Search the entries for the word "position". Copy every line where it turns up.

────────

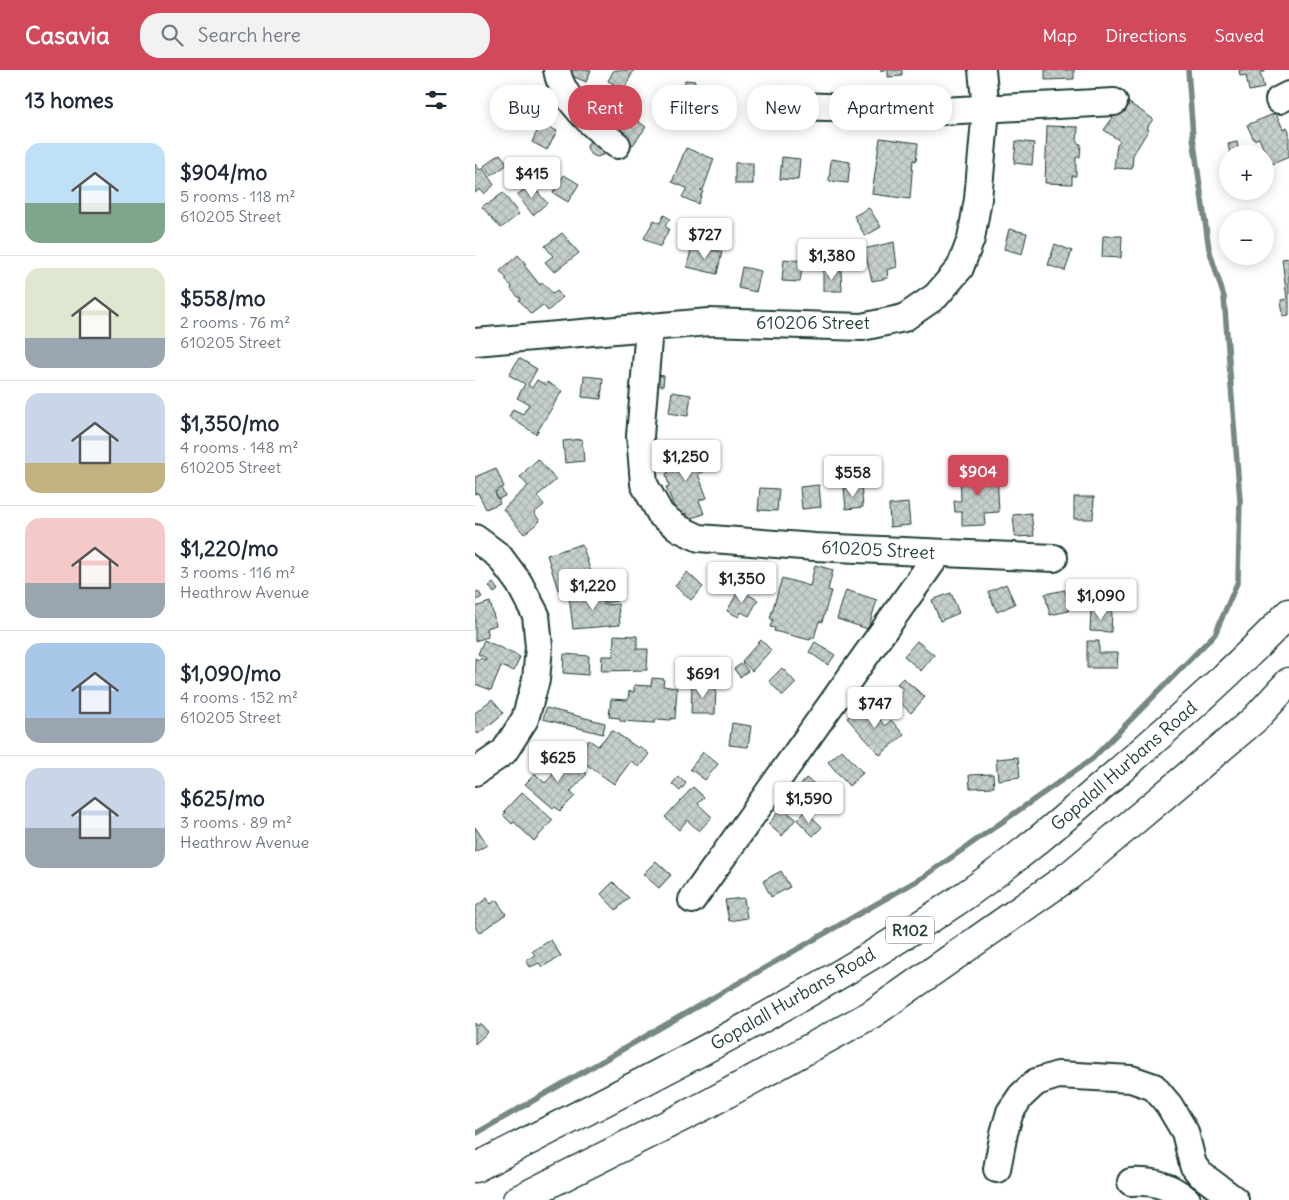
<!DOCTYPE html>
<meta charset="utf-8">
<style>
:root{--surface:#fff;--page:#f2f2f3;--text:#1f2937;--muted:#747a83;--line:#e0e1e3;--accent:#d1495b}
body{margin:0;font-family:Delius,sans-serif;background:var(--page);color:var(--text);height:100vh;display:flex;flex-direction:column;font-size:19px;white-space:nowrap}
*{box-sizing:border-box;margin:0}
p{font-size:16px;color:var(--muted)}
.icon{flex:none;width:28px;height:28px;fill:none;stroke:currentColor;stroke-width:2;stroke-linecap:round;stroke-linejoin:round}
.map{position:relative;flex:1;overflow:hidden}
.panel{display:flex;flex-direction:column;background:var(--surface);width:475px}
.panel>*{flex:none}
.hud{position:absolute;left:15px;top:15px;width:475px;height:45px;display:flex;gap:10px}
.fabs{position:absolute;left:744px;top:75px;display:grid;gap:10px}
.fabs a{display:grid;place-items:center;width:55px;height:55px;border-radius:50%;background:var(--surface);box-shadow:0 2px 12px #0003;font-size:25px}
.price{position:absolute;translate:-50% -42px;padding:0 11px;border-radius:5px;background:#fff;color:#222;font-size:16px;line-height:32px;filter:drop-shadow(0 1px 2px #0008)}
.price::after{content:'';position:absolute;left:50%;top:30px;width:15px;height:11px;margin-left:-8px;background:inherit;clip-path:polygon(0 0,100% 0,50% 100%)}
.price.on{background:var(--accent);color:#fff}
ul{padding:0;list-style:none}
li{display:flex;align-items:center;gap:15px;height:125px;padding:0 25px}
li+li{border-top:1px solid var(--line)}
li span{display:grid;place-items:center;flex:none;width:140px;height:100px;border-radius:15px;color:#555}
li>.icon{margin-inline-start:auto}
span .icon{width:60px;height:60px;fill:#fffc;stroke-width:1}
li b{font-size:21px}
h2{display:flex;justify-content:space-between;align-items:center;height:60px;padding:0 25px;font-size:21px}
.tag{padding:0 18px;border-radius:20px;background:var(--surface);box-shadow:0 2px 12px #0003;font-size:18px;line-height:45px}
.tag.on{background:var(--accent);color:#fff}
header{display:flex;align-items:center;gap:30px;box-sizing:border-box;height:70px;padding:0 25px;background:var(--accent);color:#fff}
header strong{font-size:24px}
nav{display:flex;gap:28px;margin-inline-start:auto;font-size:18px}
.search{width:350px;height:45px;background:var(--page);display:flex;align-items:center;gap:12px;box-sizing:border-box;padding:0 18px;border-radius:20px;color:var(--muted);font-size:19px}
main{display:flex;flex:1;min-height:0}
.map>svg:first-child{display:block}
</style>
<header>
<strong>Casavia</strong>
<div class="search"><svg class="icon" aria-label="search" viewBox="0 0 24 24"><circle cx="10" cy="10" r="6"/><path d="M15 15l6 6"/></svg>Search here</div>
<nav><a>Map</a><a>Directions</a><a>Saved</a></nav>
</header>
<main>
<section class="panel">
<h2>13 homes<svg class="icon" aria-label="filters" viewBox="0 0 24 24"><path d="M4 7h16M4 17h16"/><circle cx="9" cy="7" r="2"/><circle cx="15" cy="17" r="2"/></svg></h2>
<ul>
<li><span style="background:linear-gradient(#bfe0f5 60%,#7fa58c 0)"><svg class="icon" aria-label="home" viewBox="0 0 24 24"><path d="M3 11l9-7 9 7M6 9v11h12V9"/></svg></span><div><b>$904/mo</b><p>5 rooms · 118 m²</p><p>610205 Street</p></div></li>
<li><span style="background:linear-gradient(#dfe7d0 70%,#9aa5b1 0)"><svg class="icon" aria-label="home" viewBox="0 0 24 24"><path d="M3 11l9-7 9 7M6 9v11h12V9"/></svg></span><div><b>$558/mo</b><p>2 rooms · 76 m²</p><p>610205 Street</p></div></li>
<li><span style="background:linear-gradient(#c9d6e8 70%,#c2b280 0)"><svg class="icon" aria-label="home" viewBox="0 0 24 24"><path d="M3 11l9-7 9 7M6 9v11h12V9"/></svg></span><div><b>$1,350/mo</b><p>4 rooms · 148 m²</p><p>610205 Street</p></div></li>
<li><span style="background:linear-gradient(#f6c9c9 65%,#9aa5b1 0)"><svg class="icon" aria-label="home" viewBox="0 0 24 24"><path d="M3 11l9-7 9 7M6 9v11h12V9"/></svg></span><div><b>$1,220/mo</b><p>3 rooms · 116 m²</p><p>Heathrow Avenue</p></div></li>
<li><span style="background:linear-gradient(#a9c7e8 75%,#9aa5b1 0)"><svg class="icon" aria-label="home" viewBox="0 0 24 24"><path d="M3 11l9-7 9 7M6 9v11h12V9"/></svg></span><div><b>$1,090/mo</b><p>4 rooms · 152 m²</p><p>610205 Street</p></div></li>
<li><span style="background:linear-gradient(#c9d6e8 60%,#9aa5b1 0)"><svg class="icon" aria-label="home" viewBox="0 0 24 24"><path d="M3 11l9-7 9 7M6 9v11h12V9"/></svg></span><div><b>$625/mo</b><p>3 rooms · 89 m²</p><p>Heathrow Avenue</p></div></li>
</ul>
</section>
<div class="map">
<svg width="814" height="1130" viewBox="0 0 814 1130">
<defs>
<pattern id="building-cross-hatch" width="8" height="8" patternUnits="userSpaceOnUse" patternTransform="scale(1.25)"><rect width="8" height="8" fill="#c7cfcc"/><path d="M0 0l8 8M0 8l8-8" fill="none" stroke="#aab3b0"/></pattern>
</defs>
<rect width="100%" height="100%" fill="#fff"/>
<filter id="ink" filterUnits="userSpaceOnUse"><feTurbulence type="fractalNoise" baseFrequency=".02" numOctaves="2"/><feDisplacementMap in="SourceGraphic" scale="10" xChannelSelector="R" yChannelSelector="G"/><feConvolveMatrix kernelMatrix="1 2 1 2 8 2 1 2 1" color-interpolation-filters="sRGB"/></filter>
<g filter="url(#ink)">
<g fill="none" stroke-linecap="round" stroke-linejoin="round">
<polyline stroke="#758883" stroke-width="5.5" points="0,1064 450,806 617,689 740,564 763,511 765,430 749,227 734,179 718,67 713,0"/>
</g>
<g fill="url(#building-cross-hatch)" stroke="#1f3d34">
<polygon points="84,0 116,0 111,12"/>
<polygon points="139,0 159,0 149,19 133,11"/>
<polygon points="405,0 427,0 427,6 413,7 413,0"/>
<polygon points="570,0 599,0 599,9 570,10"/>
<polygon points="764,0 790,0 790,2 785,2 789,18 774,21 771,5 765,6"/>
<polygon points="210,10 220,11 220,19 209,18"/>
<polygon points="29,22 45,32 33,49 17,39"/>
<polygon points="650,30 678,49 672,58 674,59 658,85 657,99 639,98 642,74 645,71 629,60"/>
<polygon points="801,43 808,59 812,57 814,61 814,87 795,95 784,68 779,70 772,55"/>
<polygon points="156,46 171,57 158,75 143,64"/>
<polygon points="66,53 82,61 72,80 57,72"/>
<polygon points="572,56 603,57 602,73 606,74 605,87 601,87 601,106 597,106 597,114 570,113"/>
<polygon points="122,66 132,77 130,84 122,87 115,84 112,77 115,70"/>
<polygon points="405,68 443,73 441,91 438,90 435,129 397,124"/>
<polygon points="541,71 559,73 557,95 539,93"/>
<polygon points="762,72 764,84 755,84 753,74"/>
<polygon points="211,78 239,89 228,120 225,120 228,121 223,134 207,127 212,118 197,112"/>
<polygon points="25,84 33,94 16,106 9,96"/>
<polygon points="307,87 325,89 323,110 305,109"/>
<polygon points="356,89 375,92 373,113 354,111"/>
<rect x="260" y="93" width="18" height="21"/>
<polygon points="0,94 5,100 8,98 19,115 9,124 5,119 0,123"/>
<polygon points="89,105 104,114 93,132 78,123"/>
<polygon points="56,114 72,133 58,145 42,125"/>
<polygon points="28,123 44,144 26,158 7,137 12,133 13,134"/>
<polygon points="394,138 406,157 390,166 379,146"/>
<polygon points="189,145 195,149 190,156 194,159 185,177 169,168 179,150 185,153"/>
<polygon points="534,159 552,163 547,184 529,179"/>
<polygon points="87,163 104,183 79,202 70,192 78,186 70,176"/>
<polygon points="628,166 647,166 646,188 627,187"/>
<polygon points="336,170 345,172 343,181 333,179"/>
<polygon points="419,172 422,197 412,200 413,208 397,211 389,179"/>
<polygon points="580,174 597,181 590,201 573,195"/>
<polygon points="217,175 247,182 242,204 212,197"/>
<polygon points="43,185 51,194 49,195 65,215 67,212 78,224 82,221 88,227 73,241 68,235 56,244 44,230 46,228 43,227 36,219 37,216 30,210 32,209 25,201"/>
<polygon points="814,188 814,245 808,246 806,230 812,229 807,189"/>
<polygon points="309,189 328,191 325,212 307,211"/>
<polygon points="267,197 286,201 281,222 263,218"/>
<polygon points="348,200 366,200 367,221 348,221"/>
<polygon points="44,288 62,299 53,315 57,318 62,310 71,315 72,312 87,321 61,364 34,347 38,339 48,344 54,334 42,328 50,314 34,305"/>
<polygon points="182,305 189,306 188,316 180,315"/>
<polygon points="109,306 128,308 126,329 107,327"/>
<polygon points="197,322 216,325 213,346 194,343"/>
<polygon points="107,369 109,391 90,393 88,371"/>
<polygon points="221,374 230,401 223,404 232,428 224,430 229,444 213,449 211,443 203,446 196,429 191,417 194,416 191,404 193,403 189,390 199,387 198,382"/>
<polygon points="63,389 81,410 62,426 69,435 59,443 65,451 49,464 28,439 53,416 45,407 51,402 50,401"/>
<polygon points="21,398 29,417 20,422 25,433 11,439 3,423 0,424 0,407"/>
<polygon points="522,401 524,442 509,443 510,455 487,456 487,442 480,442 479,431 486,431 485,402"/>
<polygon points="344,415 346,437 327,439 325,417"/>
<polygon points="386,416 388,437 371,439 369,418"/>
<polygon points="26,418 30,426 23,429 20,422"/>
<polygon points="285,418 304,419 302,441 283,440"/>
<polygon points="599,427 619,427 618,449 599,449"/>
<polygon points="433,433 435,455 415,457 414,435"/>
<polygon points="556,443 559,466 540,467 538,445"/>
<polygon points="107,474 118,509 103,514 105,518 89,523 88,518 83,520 72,485"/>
<polygon points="340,495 358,500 353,520 356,521 347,552 344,551 339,568 336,567 335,570 299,561 300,558 295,557 298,550 295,548 307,508 335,516"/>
<polygon points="212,502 228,517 216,530 200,516"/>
<polygon points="18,513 23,520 19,523 14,516"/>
<polygon points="531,514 540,534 522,542 513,522"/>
<polygon points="140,518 141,531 130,533 128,519"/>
<polygon points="264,520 283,530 274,546 266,542 264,547 252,541"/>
<polygon points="371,520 402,530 393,559 362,549"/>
<polygon points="590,520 594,541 575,545 570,524"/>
<polygon points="3,521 7,527 0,531 0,523"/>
<polygon points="128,522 129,535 143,534 145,555 98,559 94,525"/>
<polygon points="476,523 484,543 465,551 457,530"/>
<polygon points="15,532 21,555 11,558 13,567 0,571 0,537"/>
<polygon points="616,540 637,541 636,562 615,561"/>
<polygon points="139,565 162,566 162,579 173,579 172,600 126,601 127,586 138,586"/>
<polygon points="9,570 45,587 39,601 26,596 16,620 0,614 0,588 4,590 5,588 10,590 11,588 3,584"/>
<polygon points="286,570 296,580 277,601 267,591"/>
<polygon points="442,571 459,585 446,601 429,586"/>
<polygon points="612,571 624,571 624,583 643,583 642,598 612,598"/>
<polygon points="340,572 360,585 353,595 334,582"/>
<polygon points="89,584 114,586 113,605 88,603"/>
<polygon points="267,593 273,601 265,607 259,599"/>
<polygon points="307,598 321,613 308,626 294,611"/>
<polygon points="177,608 189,609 188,616 202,618 200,649 196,648 196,650 181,649 180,653 145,651 145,648 134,647 136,629 153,630 154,621 159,622 159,615 176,616"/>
<polygon points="428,608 450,627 436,643 420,628 428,619 422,614"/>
<polygon points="217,613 241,614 240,644 216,644"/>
<polygon points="17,629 29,643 3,664 0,661 0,643"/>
<polygon points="390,632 410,656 416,650 429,665 405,685 372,648"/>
<polygon points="71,638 130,653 128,664 68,649"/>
<polygon points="257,653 276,656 273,677 254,675"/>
<polygon points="137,660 163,678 164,676 174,684 164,697 156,691 139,714 101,687 114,670 123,676"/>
<polygon points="367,680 388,703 374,716 353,692"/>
<polygon points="228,682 243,694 230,710 215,699"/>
<polygon points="85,683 97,693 99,692 112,704 95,722 100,726 85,741 80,737 78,738 50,714 60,704 70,713 84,698 77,691"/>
<polygon points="543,687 545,707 523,710 521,689"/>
<polygon points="518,704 519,717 495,718 494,705"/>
<polygon points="203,707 211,713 205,721 197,714"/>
<polygon points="331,708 345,718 332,736 318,725"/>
<polygon points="218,717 229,727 223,734 237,747 224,761 212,750 204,760 190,747"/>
<polygon points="47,722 78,750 59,771 39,752 37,754 28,745 31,743 29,741"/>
<polygon points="307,738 321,749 307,766 293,754"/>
<polygon points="331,741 347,757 338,766 322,750"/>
<polygon points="0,757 12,775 0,782"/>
<polygon points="181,791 196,805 184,818 168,804"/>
<polygon points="306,801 315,817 296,827 288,811"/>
<polygon points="138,812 154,828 141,840 126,824"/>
<polygon points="12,828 16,834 21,830 31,844 4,863 0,857 0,837"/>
<polygon points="269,828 272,848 254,851 250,830"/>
<polygon points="76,870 86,886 67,897 64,893 55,897 51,890 60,885 57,881"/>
<polygon points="0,953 3,956 5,953 13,962 0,974"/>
</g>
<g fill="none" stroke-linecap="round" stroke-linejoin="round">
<g stroke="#1f3d34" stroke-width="30">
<g id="minor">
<path d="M82 0C86 28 120 58 142 75"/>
<polyline points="804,30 814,25"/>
<polyline points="294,35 466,41 639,32"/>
<polyline points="174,258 165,366 169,414 186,445 205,459 224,468 340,477 579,488"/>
<polyline points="0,272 234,252 387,257 429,248 461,226 485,198 496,169 503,129 511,39 507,0"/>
<polyline points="0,468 24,486 44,513 61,545 64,577 61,610 50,649 29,682 0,702"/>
<polyline points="217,830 463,484"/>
<polyline points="522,1099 529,1063 535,1042 546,1026 561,1012 583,1005 656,1009 679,1017 694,1035 710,1062 718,1095 725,1104 760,1130"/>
<path d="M656 1112C679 1111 694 1115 712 1130"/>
</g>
</g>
<g stroke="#1f3d34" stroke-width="31">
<g id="major">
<path d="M0 1098C162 1015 327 934 479 833 537 794 590 748 643 702 701 651 760 600 814 543"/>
<polyline points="42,1130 231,1035 397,944 595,805 780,649 814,612"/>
</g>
</g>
<use href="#minor" stroke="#fff" stroke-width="26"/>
<use href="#major" stroke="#fff" stroke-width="28"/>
</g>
</g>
<g text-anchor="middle" stroke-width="4" stroke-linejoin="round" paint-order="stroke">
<rect fill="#fff" stroke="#627771" stroke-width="1" x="411" y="846.5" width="48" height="27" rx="4"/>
<g font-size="16" font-weight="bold" fill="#1f3d34">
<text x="435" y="866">R102</text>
</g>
<g font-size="18" fill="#1f3d34" stroke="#fff">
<text x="338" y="259">610206 Street</text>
<text transform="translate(403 480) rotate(3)" y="6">610205 Street</text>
<text transform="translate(649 696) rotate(-41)" y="6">Gopalall Hurbans Road</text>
<text transform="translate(318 929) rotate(-30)" y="6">Gopalall Hurbans Road</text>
</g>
</g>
</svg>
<div class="fabs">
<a>+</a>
<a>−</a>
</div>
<b class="price" style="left:57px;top:129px">$415</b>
<b class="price" style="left:230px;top:190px">$727</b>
<b class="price" style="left:357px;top:211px">$1,380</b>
<b class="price" style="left:211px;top:412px">$1,250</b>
<b class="price on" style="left:503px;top:427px">$904</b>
<b class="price" style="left:378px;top:428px">$558</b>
<b class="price" style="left:267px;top:534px">$1,350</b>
<b class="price" style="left:118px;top:541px">$1,220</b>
<b class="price" style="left:626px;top:551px">$1,090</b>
<b class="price" style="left:228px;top:629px">$691</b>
<b class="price" style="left:400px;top:659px">$747</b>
<b class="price" style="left:83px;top:713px">$625</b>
<b class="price" style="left:334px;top:754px">$1,590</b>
<div class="hud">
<a class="tag">Buy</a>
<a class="tag on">Rent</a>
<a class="tag">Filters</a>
<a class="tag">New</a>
<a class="tag">Apartment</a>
</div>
</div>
</main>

────────

ANSWER BOX:
.map{position:relative;flex:1;overflow:hidden}
.hud{position:absolute;left:15px;top:15px;width:475px;height:45px;display:flex;gap:10px}
.fabs{position:absolute;left:744px;top:75px;display:grid;gap:10px}
.price{position:absolute;translate:-50% -42px;padding:0 11px;border-radius:5px;background:#fff;color:#222;font-size:16px;line-height:32px;filter:drop-shadow(0 1px 2px #0008)}
.price::after{content:'';position:absolute;left:50%;top:30px;width:15px;height:11px;margin-left:-8px;background:inherit;clip-path:polygon(0 0,100% 0,50% 100%)}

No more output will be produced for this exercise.